En *Jungle Jam*, la narrativa se aleja de las tramas urbanas de Marshville para centrarse exclusivamente en la relación de Meriem con su entorno natural. El cómic funciona como una crónica de la vida cotidiana de la protagonista en la profundidad de la selva, donde la línea entre cazador y presa es extremadamente delgada. La historia se estructura a través de una serie de encuentros y desafíos que Meriem debe superar, no solo para garantizar su propia supervivencia, sino para mantener el equilibrio en un ecosistema donde los dinosaurios no son monstruos, sino animales territoriales y peligrosos.
El guion de Budd Root en este número destaca por su economía de palabras, permitiendo que la acción visual dicte el ritmo de la lectura. No se trata de una obra cargada de diálogos expositivos; la narrativa es visceral y directa. Meriem se enfrenta a diversas especies de depredadores, desde velocirraptores hasta imponentes tiranosaurios, en secuencias de combate que están coreografiadas con una precisión anatómica sorprendente. La obra explora la dualidad de la protagonista: por un lado, su vulnerabilidad humana y su conexión emocional con el mundo que dejó atrás; por otro, su transformación en una guerrera implacable que utiliza el entorno a su favor.
Visualmente, *Jungle Jam* es un escaparate del talento de Root. El estilo artístico es el pilar central de la obra, caracterizado por un dibujo detallado que rinde homenaje a los grandes maestros de la ilustración fantástica y el *pin-up*. Root logra un contraste fascinante entre la belleza estética de Meriem y la crudeza gráfica de la violencia prehistórica. El diseño de los dinosaurios huye de las representaciones infantiles, optando por un realismo amenazador que enfatiza el peligro constante de la selva. El uso de las sombras y la composición de las viñetas refuerzan la sensación de claustrofobia que produce la vegetación densa, creando una atmósfera de tensión constante.
Un aspecto relevante de este cómic es cómo aborda el concepto de la "mujer contra la naturaleza". Meriem no es una damisela en apuros, sino el ápice de la cadena alimenticia en su sector de la jungla. *Jungle Jam* profundiza en su conocimiento del terreno, sus tácticas de rastreo y su capacidad de improvisación. El cómic también toca, de forma tangencial pero efectiva, la soledad de la protagonista y cómo su aislamiento ha moldeado una psique que es mitad civilizada y mitad salvaje.
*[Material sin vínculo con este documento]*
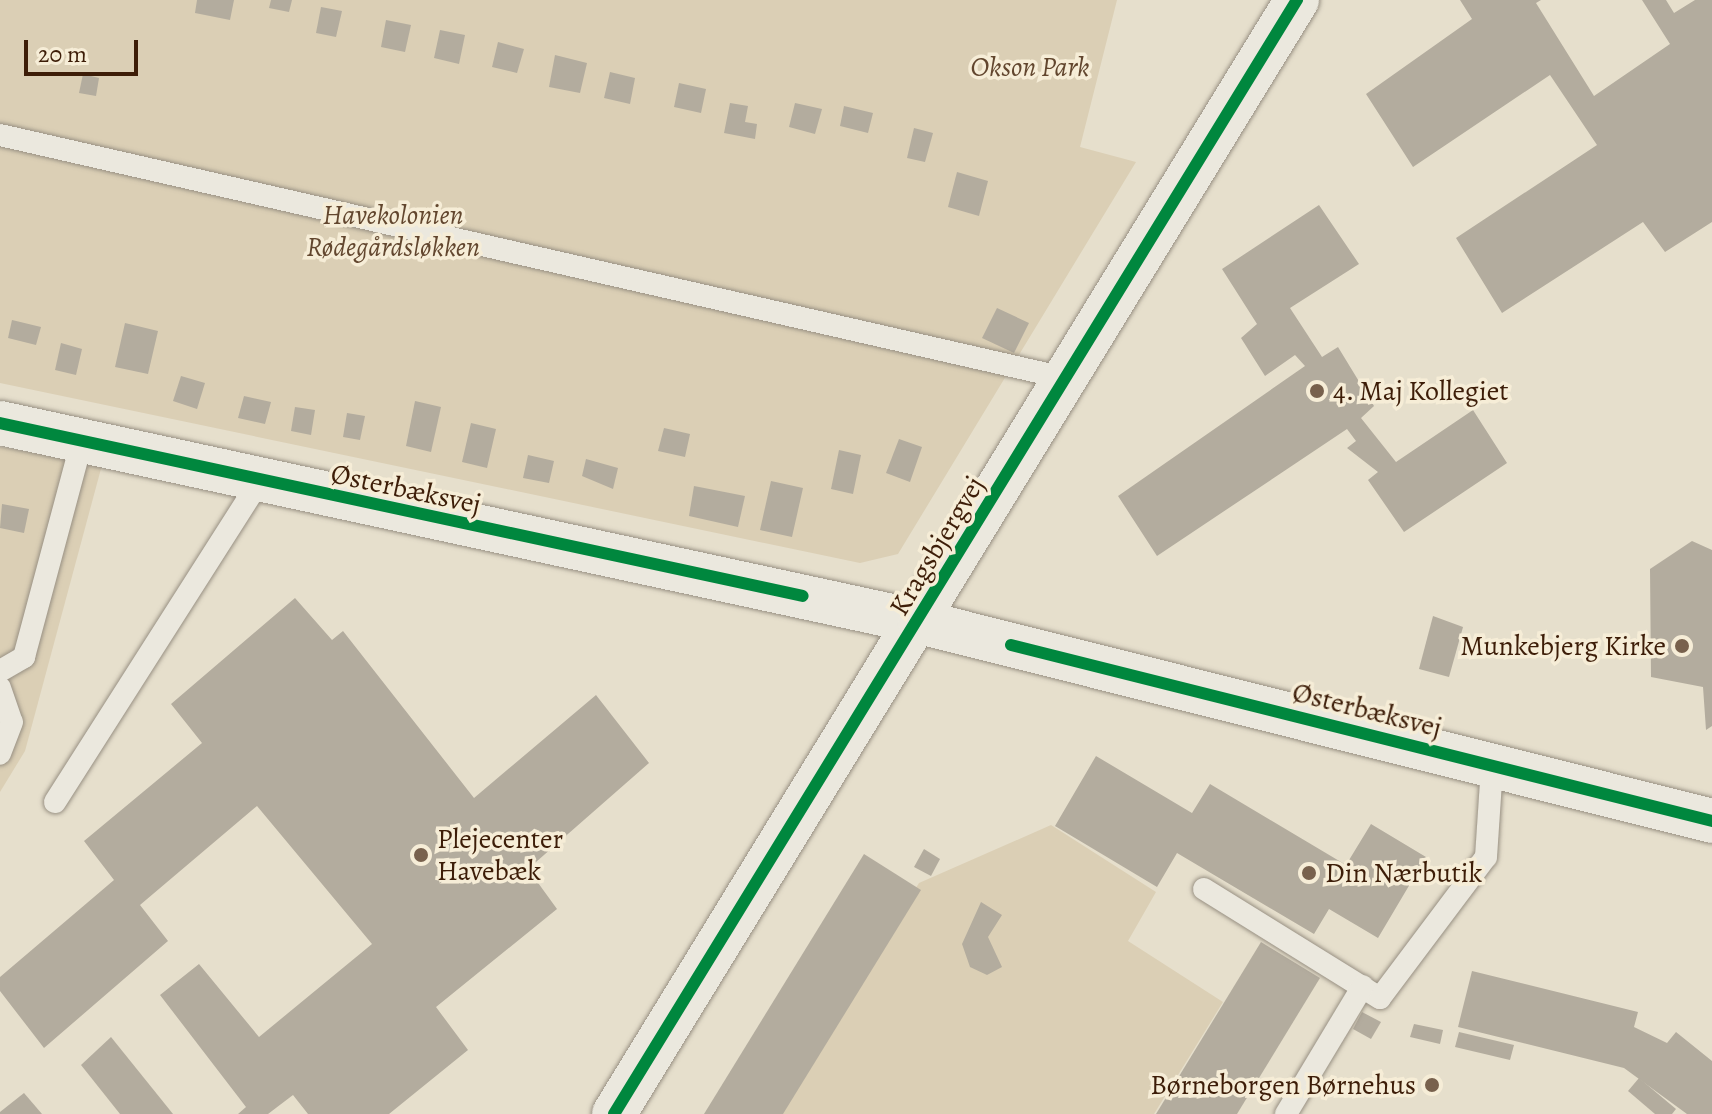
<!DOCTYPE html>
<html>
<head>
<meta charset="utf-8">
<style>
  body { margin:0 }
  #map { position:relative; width:1712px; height:1114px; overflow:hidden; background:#e6dfcc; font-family:Alegreya,serif }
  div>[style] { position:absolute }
  .green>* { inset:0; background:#dbcfb5 }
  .building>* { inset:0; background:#b3ac9e }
  .roads { filter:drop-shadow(0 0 2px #989083) drop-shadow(0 0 2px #989083) }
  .lane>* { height:22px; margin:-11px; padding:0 11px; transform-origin:11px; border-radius:11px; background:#ebe8de }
  .street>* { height:44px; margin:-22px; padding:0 22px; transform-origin:22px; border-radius:22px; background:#ebe8de }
  .secondary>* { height:44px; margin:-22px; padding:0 22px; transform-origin:22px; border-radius:22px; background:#ebe8de }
  .cycleway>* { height:12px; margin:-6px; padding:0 6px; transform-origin:6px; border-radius:6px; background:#00873e }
  .dots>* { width:22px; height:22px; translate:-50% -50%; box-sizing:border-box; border:4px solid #f6edd7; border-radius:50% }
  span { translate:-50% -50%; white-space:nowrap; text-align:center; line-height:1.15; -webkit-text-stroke:7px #f6edd7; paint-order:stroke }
  .park-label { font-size:28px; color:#62462e; font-style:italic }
  .poi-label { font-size:28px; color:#3d1d08 }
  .left { translate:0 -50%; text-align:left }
  .right { translate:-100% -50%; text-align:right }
  .street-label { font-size:28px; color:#3d1d08 }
  .scale { position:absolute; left:24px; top:40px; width:114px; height:36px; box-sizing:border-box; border:4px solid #3d1d08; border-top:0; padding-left:10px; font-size:24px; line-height:28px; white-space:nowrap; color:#3d1d08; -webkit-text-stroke:6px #f6edd7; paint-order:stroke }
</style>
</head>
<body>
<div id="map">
  <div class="green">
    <i style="clip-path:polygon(0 0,1117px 0,1080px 147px,1136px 162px,898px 554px,860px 563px,0 383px)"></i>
    <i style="clip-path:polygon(0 447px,102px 465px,25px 751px,0 792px)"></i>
    <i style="clip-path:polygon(1051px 825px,1156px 892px,1128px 941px,1223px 1002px,1154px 1114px,776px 1114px,919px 883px)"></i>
  </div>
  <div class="building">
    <i style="clip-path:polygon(197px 0,234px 0,230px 20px,195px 13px)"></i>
    <i style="clip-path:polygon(271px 0,292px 0,289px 12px,269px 8px)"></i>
    <i style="clip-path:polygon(1460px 0,1541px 0,1536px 3px,1594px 96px,1670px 44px,1642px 0,1666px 0,1674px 13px,1695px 0,1712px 0,1712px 222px,1665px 252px,1643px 222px,1502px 313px,1456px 238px,1597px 145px,1550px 75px,1413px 167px,1366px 94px,1472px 19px)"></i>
    <i style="clip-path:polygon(321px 7px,342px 11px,336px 37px,316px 33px)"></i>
    <i style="clip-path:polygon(386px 20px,411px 25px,405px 52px,381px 47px)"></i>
    <i style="clip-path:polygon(440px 30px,465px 35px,459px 64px,434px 58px)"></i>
    <i style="clip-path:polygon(498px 42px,524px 49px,517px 73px,492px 67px)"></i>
    <i style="clip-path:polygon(555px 55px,587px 63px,580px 93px,549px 87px)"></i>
    <i style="clip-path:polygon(610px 72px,635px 78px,630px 104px,604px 98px)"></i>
    <i style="clip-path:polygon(83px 74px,99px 78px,96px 96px,79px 93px)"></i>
    <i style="clip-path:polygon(679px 83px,706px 89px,701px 113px,674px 107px)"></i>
    <i style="clip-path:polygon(730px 103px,748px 106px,745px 122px,757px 124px,755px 139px,724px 133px)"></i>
    <i style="clip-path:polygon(795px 103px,822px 109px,815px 134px,789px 127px)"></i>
    <i style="clip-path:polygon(844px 106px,873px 113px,868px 133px,840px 126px)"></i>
    <i style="clip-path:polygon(914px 128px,933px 133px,925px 162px,907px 158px)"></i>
    <i style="clip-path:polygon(957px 172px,988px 181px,979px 216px,948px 207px)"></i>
    <i style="clip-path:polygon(1319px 205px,1359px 264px,1290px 308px,1322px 357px,1338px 347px,1374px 406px,1361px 418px,1396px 462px,1473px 410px,1507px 463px,1404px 532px,1368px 480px,1378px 472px,1347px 448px,1356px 441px,1347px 429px,1157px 556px,1118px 496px,1305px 366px,1295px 355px,1265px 376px,1241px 338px,1257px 324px,1222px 269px)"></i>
    <i style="clip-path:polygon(997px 308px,1029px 323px,1014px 353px,982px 338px)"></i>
    <i style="clip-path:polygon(12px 320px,41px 327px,36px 345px,8px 338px)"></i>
    <i style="clip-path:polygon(125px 323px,158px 331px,148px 374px,115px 367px)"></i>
    <i style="clip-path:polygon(61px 343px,82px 349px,76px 375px,55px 370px)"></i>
    <i style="clip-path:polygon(181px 376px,205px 383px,197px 409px,173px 401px)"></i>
    <i style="clip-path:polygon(244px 396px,271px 402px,265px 424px,238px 418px)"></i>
    <i style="clip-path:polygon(415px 401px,441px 407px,431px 452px,406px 446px)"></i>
    <i style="clip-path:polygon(295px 407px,315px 410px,311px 435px,291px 431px)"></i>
    <i style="clip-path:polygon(347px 413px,365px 416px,360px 440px,343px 437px)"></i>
    <i style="clip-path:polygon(471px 423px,496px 429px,487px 468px,462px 462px)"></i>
    <i style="clip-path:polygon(664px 428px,690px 434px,685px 457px,658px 451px)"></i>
    <i style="clip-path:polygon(899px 439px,922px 447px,910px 482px,886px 473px)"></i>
    <i style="clip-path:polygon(839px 450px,861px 455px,853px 494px,831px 489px)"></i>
    <i style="clip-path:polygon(528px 455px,554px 461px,549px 483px,523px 478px)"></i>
    <i style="clip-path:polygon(586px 459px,618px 468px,613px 489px,582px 476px)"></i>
    <i style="clip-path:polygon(771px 481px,803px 488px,792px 537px,760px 530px)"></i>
    <i style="clip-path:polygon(694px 486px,745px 496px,738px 527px,689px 516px)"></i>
    <i style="clip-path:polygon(2px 504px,29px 509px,24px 533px,0 528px)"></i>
    <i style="clip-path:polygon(1692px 541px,1712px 550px,1712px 726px,1706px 730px,1703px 687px,1651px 677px,1650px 569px)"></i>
    <i style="clip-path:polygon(295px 598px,332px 640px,343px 631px,474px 798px,596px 695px,649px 763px,528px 869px,557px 909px,436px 1007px,468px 1050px,389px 1114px,308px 1114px,293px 1095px,268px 1114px,238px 1114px,246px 1107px,160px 995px,199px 964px,259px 1037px,372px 944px,257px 806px,140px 905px,168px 941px,44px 1048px,0 991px,0 977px,114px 880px,84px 841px,202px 743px,171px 704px)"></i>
    <i style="clip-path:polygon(1433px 616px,1463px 627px,1449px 677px,1419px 669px)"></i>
    <i style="clip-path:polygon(1096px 756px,1192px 813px,1210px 784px,1346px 865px,1371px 824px,1426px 857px,1378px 938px,1329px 909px,1314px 934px,1177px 853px,1157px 887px,1055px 826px)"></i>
    <i style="clip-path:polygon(924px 849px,940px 859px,931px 876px,914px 867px)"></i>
    <i style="clip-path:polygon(864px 854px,921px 890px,783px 1114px,704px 1114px)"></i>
    <i style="clip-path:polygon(981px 902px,1002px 915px,988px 937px,1002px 967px,987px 975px,970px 967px,962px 944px)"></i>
    <i style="clip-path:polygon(1261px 942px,1320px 978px,1237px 1114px,1156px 1114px)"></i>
    <i style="clip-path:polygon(1472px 971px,1638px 1012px,1634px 1027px,1667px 1043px,1676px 1032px,1712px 1061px,1712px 1114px,1687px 1114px,1624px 1068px,1458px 1027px)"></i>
    <i style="clip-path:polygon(1362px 1012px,1381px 1022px,1371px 1039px,1353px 1029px)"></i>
    <i style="clip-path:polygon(1414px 1024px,1443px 1030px,1440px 1044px,1410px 1037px)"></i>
    <i style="clip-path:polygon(1459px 1032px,1514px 1045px,1510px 1060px,1455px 1047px)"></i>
    <i style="clip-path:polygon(111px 1037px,173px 1114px,120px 1114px,81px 1065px)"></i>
    <i style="clip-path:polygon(1639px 1078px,1676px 1109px,1672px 1114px,1655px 1114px,1628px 1091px)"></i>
    <i style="clip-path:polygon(24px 1093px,42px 1114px,0 1114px,0 1112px)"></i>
  </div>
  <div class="roads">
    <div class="lane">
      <i style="left:0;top:135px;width:1091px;rotate:12.86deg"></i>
      <i style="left:0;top:671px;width:28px;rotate:-30deg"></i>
      <i style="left:24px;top:657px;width:224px;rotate:-75deg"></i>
      <i style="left:0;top:688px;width:36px;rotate:71deg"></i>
      <i style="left:12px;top:722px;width:34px;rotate:111deg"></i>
      <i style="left:55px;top:802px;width:379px;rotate:-57.5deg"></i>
      <i style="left:1204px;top:889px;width:207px;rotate:31.8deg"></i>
      <i style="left:1380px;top:998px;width:176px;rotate:-53.1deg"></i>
      <i style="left:1486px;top:857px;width:91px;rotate:-86.2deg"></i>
      <i style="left:1286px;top:1114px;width:149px;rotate:-59deg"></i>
    </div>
    <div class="street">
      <i style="left:614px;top:1114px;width:1307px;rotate:-58.49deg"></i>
    </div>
    <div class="secondary">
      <i style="left:0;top:423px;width:941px;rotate:12.21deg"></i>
      <i style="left:920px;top:622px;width:817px;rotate:14.1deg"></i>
    </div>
  </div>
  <div class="cycleway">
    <i style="left:0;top:423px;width:821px;rotate:12.16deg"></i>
    <i style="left:1011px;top:645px;width:723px;rotate:14.09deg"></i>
    <i style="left:614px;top:1114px;width:1307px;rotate:-58.49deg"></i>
  </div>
  <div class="dots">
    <i style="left:1317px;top:391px;background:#78614d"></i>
    <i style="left:1682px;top:646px;background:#78614d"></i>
    <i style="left:421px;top:855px;background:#78614d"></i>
    <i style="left:1309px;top:873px;background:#78614d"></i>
    <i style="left:1432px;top:1085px;background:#78614d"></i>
  </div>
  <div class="park-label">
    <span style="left:1030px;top:67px">Okson Park</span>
    <span style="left:393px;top:231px">Havekolonien<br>Rødegårdsløkken</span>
  </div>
  <div class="poi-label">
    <span class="left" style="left:1333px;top:391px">4. Maj Kollegiet</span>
    <span class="right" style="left:1666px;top:646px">Munkebjerg Kirke</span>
    <span class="left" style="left:437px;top:855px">Plejecenter<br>Havebæk</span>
    <span class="left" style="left:1325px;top:873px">Din Nærbutik</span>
    <span class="right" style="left:1416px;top:1085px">Børneborgen Børnehus</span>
  </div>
  <div class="street-label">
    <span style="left:406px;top:489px;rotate:12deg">Østerbæksvej</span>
    <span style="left:937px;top:546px;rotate:-59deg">Kragsbjergvej</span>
    <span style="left:1367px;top:710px;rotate:14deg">Østerbæksvej</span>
  </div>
  <div class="scale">20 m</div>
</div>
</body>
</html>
Para el coleccionista y el seguidor del cómic independiente, *Cavewoman: Jungle Jam* es una pieza clave porque encapsula la esencia de lo que hizo popular a la serie: una mezcla de aventura clásica, arte de alta calidad y una protagonista carismática que rompe con los moldes tradicionales. Es una lectura esencial para entender la evolución de Meriem Cooper antes de que las tramas se volvieran más complejas o se cruzaran con otros universos. En definitiva, es un ejercicio de narrativa visual pura donde la selva es tan protagonista como la propia Cavewoman, ofreciendo una experiencia de lectura inmersiva en un mundo donde solo los más fuertes y astutos logran ver el amanecer.